**ACTIVITY:**
Your answer is one number: the count of lines below that hold the word "bubble".

**DATA EXCERPTS:**
>>>>>
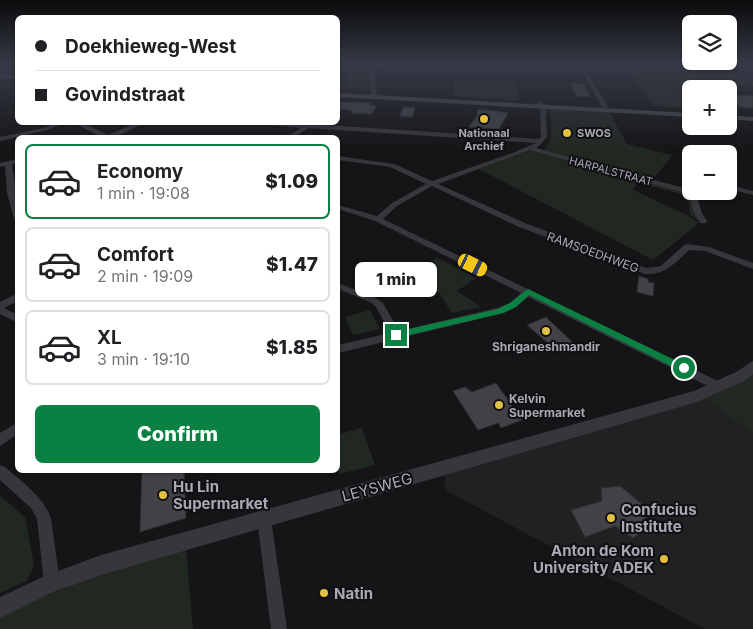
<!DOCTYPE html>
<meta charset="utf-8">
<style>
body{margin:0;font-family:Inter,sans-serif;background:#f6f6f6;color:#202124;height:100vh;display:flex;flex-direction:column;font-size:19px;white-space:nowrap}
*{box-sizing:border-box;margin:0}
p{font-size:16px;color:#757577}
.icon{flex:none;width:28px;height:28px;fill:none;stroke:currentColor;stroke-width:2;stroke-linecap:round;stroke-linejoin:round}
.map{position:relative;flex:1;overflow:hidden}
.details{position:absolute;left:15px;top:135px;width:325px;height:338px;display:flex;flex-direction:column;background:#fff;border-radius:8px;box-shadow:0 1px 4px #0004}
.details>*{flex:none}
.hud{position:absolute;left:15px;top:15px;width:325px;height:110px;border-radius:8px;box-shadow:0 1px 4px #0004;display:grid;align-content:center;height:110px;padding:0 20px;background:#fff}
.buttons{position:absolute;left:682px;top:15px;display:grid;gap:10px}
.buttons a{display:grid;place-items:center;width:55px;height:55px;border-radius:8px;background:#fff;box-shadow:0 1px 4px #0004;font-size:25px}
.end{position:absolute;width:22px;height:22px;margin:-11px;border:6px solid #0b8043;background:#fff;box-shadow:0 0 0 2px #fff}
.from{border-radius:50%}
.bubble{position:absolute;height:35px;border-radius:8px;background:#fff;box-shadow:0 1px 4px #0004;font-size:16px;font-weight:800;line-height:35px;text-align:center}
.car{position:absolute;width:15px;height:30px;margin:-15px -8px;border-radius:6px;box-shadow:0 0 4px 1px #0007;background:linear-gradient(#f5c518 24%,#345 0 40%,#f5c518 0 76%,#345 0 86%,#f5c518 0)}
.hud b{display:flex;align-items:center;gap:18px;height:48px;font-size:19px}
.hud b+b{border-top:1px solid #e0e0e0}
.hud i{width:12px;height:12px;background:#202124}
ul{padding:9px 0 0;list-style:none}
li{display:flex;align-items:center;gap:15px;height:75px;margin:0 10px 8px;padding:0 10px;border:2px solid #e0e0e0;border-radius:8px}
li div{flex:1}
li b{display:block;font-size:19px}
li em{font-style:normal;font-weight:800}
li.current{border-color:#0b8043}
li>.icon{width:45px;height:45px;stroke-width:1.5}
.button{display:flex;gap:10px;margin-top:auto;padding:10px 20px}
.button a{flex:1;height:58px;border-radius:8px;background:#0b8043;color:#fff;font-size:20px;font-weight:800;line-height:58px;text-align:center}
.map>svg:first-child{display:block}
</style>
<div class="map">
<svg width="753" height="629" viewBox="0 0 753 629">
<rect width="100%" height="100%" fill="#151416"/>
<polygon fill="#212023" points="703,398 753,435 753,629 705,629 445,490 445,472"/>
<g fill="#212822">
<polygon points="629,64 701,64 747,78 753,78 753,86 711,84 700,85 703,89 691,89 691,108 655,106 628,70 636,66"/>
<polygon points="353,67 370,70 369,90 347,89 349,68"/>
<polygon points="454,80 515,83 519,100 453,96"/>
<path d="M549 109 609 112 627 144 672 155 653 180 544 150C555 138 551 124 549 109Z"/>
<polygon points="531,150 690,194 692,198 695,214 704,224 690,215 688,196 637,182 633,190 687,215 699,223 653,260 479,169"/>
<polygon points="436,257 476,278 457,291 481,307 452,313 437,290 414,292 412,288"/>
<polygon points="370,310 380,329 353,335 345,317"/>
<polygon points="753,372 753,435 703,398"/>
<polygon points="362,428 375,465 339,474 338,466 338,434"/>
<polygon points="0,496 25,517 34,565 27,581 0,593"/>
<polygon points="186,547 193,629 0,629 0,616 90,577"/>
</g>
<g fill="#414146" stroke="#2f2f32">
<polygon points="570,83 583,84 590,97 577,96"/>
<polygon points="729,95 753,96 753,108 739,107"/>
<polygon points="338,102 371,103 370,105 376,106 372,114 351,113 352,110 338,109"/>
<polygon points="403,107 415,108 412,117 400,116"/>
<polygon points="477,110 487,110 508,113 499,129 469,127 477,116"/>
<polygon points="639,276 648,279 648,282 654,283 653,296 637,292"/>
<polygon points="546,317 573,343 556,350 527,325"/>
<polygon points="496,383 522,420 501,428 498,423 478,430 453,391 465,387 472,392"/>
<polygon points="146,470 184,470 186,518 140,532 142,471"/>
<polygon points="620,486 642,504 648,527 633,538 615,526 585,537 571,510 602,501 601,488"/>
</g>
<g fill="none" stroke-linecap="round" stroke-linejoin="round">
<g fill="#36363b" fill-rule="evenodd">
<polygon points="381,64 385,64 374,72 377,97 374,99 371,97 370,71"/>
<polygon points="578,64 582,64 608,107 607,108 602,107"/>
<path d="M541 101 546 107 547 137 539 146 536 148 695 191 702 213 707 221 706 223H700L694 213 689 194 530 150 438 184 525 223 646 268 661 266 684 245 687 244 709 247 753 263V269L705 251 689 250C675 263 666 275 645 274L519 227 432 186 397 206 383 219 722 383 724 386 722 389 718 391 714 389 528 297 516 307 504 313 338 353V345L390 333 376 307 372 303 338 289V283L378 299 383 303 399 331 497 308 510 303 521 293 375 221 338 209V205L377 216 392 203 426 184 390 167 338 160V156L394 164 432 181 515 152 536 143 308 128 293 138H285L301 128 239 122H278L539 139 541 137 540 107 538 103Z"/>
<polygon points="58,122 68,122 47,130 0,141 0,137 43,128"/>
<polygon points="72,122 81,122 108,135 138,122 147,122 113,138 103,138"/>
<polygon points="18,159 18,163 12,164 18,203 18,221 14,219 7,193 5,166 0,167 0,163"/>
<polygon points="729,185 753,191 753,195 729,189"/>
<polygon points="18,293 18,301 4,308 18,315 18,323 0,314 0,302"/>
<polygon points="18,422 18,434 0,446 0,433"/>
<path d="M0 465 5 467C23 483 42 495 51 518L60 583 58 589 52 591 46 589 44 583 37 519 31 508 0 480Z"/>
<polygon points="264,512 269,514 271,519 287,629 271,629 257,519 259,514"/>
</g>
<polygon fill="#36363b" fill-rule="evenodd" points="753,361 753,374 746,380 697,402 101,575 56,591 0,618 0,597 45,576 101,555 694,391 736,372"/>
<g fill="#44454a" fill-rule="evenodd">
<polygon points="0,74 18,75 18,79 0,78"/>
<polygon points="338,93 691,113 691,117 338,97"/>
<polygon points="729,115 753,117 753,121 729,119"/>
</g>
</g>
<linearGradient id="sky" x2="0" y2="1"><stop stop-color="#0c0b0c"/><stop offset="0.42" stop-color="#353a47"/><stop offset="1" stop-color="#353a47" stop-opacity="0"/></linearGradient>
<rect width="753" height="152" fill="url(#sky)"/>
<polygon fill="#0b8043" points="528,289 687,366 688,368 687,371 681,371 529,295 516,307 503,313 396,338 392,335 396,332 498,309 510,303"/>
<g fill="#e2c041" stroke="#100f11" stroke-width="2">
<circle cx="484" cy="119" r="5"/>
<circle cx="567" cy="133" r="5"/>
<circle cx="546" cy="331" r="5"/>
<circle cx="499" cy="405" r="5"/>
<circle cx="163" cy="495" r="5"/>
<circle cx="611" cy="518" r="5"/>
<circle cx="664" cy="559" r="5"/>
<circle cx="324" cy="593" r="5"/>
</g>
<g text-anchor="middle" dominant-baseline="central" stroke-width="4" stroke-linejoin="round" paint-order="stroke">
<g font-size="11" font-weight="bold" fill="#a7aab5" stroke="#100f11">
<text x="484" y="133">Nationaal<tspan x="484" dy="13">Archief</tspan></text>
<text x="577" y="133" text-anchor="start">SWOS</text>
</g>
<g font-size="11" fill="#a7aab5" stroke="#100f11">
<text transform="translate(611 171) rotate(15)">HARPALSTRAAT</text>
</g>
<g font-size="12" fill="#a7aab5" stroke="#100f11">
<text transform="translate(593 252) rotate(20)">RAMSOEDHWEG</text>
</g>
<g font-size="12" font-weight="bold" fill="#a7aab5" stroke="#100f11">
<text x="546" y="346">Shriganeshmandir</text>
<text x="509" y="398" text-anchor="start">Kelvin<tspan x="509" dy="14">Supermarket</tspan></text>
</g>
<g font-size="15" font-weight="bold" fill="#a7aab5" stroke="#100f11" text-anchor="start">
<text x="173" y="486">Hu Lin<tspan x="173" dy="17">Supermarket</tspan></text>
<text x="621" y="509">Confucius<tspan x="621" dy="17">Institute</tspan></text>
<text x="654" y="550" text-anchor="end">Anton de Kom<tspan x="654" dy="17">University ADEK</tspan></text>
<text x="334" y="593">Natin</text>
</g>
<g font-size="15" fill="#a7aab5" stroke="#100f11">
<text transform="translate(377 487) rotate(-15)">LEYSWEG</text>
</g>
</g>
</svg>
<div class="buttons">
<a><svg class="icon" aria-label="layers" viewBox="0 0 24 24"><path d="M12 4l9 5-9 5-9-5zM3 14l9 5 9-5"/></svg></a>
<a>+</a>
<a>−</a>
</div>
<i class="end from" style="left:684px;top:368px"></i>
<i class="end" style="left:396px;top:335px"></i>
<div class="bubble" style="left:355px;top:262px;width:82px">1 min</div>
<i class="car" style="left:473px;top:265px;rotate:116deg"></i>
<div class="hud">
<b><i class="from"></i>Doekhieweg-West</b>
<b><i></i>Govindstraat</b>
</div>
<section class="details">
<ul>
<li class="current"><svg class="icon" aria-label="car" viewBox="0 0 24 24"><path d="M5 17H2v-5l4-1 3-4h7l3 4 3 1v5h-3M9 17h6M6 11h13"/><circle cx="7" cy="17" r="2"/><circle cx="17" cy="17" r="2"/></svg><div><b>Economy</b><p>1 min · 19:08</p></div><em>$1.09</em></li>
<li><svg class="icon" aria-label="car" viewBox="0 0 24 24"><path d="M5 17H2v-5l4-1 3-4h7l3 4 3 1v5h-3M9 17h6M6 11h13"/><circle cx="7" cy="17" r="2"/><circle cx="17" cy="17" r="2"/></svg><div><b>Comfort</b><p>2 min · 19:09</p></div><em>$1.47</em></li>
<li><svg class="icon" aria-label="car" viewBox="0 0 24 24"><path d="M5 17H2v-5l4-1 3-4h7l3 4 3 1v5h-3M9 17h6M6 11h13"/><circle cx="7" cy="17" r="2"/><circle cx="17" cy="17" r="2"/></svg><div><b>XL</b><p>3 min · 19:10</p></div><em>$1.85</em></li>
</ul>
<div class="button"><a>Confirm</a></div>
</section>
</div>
<<<<<
**EXERCISE SOLUTION:**
2